Tal vez no sea feliz
con mis rarezas asociales, pero desde luego el gregarismo me hace profundamente
desdichado, lo cual me incapacita para hacer felices a los otros. Si el
gregarismo me atrapa, necesito ausentarme en mi mundo, y si por algún
impedimento no puedo hacerlo, a menudo la indignación me impulsa a decir o
hacer cosas inoportunas. Mi nivel de deterioro es directamente proporcional a
la cantidad de gente y el tiempo que he de estar entre ellos.
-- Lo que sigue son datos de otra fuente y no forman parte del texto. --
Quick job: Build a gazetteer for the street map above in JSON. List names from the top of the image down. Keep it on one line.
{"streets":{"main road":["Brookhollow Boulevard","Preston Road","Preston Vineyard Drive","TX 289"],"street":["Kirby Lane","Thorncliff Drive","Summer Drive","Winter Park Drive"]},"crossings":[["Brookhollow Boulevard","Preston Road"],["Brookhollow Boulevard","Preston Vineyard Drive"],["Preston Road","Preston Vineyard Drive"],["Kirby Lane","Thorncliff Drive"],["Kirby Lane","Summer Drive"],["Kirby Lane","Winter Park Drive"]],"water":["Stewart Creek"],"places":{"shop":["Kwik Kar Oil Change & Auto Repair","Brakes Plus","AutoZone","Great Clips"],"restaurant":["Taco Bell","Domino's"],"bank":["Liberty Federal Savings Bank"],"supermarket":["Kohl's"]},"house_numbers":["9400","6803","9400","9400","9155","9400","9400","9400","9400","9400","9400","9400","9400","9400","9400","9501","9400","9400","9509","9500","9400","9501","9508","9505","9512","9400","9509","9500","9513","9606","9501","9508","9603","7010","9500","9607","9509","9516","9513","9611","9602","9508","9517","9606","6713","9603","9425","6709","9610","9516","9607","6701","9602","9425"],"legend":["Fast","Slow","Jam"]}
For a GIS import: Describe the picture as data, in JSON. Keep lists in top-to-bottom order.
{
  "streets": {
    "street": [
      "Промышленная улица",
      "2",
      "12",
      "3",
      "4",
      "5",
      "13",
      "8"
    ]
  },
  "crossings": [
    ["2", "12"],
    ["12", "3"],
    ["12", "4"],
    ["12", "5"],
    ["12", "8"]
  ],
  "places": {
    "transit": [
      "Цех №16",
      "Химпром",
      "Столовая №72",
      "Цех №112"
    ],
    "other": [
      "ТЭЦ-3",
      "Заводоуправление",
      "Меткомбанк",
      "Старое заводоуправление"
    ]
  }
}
Influye también,
por supuesto, quiénes son los que me rodean, y a qué actividades nos dedicamos.
Si las ocupaciones me permiten ensimismarme, y si entre la gente no hay
graciosos, petulantes, listillos o avasalladores, aguanto mucho mejor. De lo
contrario no tardo en sentirme en el infierno.
Precisamente para no
tener que dedicar el tiempo a martirizarme por ser raro, y poder hacer algo
útil de una vez, me prometí no dedicarle ni un minuto a lamentar mis rarezas. No
lo consigo: ser raro es demasiado raro. De vez en cuando no hay más remedio que
dar explicaciones, y sobre todo uno tiene que dárselas a uno mismo, que es el más
implacable agente de la “normalidad” social. Sí, tenemos que dar cuenta de
nuestro comportamiento, al fin y al cabo vivimos en sociedad, aunque sea en los
arrabales, y tampoco queremos ser rechazados.
Lo peor es cuando uno
pasa revista a lo que ha sufrido y se pregunta cómo habrían ido las cosas si
hubiese sido un poco menos raro. ¿Son más felices los que hacen gala de
“normalidad”? Tal vez un poco más, pero yo creo que es porque sufren
tranquilamente, no les preocupa la rareza de sus sufrimientos. La mayoría de
los “normales” que llevo vistos de cerca son normalmente felices, nada más,
excepto los que son muy, muy normales: los que van holgados económicamente, los
que disfrutan de su neurosis como si no lo fuera; los que tienen casita,
jardín, niños y perro (ahora todo el mundo tiene perro, debe ser otro rasgo de
“normalidad”)…
A veces pienso que lo
que me ha hecho sentirme infeliz con mis rarezas es ante todo mi propio juicio
sobre ellas, mi inseguridad, el no vivirlas de un modo natural. Al fin y al
cabo, la normalidad es una cosa relativa y arbitraria, que se está reinventando
continuamente. La “normalidad”, en definitiva, es una cuestión de mayoría, o
sea, de moda; es la manera que tiene la sociedad de presionarnos para que nos
pleguemos a sus valores y a sus usos. Y en general es eficaz, puesto que somos
animales gregarios.
Es eficaz también con
los que se supuestamente se reafirman en su rareza, y la enarbolan con orgullo
como una seña de identidad (atención: eso tiene el reverso de hacerles sentir
parte de un colectivo). Recuerdo que las crestas y los atuendos de los punkis
nos resultaron sorprendentemente raros en su momento, entre ridículos y
ofensivos. Esa era, en efecto, su intención: proclamar una especie de rebeldía
contra el sistema. Sin embargo, su estilo acabó por convertirse en un negocio,
es decir, en una moda, en una nueva versión de “normalidad”. El consumismo
acaba por absorber toda rareza que pueda implicar un negocio.
Hablando con una
psicóloga, no quiero acordarme cómo salió a cuento el tema de la normalidad.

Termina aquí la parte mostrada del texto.